## What you need to do
Every line of the records that holds the word "center" should be copied out.

## Records for the task
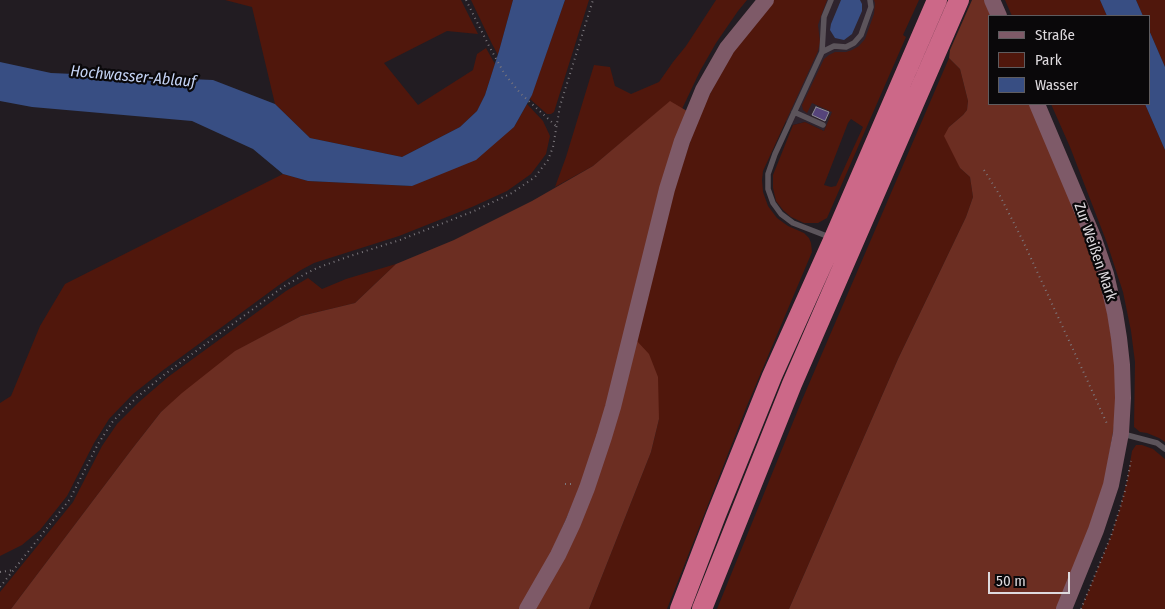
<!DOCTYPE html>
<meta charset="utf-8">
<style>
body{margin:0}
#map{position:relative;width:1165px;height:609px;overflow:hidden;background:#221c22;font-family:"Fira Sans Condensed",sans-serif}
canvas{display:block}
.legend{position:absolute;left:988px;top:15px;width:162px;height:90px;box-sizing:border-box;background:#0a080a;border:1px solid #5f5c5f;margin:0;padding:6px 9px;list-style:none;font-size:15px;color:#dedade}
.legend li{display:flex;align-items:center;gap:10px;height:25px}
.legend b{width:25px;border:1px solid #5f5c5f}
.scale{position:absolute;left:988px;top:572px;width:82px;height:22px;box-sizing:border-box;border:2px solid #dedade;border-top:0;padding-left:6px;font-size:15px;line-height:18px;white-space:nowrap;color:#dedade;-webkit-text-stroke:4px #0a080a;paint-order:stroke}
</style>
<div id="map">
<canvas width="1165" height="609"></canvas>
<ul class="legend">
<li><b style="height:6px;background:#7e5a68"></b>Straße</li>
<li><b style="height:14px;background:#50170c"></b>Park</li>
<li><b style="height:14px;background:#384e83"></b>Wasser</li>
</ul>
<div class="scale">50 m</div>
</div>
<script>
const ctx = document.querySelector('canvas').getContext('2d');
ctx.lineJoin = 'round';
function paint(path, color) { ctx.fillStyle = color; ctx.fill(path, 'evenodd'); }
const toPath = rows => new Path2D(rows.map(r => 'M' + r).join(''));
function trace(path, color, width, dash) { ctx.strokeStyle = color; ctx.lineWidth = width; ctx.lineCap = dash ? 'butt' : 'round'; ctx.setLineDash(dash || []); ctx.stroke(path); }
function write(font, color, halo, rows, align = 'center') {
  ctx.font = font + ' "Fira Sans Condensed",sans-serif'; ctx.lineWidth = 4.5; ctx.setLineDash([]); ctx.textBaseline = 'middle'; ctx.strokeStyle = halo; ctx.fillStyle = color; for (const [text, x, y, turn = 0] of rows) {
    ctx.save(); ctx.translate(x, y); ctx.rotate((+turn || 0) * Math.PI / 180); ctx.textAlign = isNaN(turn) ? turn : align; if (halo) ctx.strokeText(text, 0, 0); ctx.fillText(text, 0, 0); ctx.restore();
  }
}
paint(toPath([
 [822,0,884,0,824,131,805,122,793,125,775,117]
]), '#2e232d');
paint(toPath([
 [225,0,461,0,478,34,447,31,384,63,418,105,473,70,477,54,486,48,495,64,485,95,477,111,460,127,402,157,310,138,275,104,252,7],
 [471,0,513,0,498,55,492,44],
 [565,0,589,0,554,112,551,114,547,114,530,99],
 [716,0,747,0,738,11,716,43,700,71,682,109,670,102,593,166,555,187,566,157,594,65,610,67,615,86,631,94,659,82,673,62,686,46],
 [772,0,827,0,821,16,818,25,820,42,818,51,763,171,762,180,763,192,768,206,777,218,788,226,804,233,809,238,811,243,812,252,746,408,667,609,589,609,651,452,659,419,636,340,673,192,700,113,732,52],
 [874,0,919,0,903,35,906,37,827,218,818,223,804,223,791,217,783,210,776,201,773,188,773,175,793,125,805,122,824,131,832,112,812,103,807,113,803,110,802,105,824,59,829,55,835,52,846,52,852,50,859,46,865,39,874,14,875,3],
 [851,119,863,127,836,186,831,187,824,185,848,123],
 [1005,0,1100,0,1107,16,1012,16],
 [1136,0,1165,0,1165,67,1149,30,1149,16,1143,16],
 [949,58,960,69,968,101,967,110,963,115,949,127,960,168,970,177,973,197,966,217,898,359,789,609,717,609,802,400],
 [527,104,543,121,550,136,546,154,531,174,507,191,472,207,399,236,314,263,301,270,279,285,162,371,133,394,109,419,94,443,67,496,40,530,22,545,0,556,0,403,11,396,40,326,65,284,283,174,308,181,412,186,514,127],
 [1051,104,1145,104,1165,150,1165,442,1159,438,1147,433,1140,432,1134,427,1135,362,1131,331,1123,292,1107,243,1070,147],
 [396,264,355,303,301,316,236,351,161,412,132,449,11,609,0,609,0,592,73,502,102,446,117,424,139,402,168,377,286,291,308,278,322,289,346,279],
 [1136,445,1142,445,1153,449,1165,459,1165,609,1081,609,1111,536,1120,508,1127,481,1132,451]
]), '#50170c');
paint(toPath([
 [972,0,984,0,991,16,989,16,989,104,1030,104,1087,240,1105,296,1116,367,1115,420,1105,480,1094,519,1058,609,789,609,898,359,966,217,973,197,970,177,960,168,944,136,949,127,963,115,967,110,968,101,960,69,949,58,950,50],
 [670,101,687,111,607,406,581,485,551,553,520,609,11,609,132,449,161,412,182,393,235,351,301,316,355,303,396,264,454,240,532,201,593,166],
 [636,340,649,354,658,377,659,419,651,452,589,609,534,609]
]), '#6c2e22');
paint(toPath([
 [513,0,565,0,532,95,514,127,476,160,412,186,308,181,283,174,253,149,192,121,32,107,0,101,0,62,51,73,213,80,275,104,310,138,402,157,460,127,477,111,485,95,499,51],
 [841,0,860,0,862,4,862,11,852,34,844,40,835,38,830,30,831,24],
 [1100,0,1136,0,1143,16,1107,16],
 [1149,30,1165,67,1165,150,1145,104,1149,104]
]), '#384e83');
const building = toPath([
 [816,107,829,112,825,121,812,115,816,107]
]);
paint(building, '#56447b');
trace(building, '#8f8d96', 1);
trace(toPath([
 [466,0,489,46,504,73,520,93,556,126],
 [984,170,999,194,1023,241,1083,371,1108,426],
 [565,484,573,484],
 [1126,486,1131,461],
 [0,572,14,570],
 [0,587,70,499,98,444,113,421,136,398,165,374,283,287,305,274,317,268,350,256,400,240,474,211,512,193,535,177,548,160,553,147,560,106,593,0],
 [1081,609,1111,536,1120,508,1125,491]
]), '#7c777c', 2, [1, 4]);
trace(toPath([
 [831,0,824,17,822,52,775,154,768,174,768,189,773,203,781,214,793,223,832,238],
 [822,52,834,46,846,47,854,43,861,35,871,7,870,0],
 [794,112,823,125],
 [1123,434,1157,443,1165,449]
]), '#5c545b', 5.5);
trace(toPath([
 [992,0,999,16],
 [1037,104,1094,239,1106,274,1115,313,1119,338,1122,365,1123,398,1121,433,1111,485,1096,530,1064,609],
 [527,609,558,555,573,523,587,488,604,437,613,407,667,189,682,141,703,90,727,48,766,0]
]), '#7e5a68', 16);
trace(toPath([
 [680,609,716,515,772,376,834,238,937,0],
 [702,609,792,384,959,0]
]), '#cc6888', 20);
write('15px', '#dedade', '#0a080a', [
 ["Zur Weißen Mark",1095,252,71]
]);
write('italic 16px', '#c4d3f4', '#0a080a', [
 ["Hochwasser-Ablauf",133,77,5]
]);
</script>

## Solution for this task
.legend li{display:flex;align-items:center;gap:10px;height:25px}
function write(font, color, halo, rows, align = 'center') {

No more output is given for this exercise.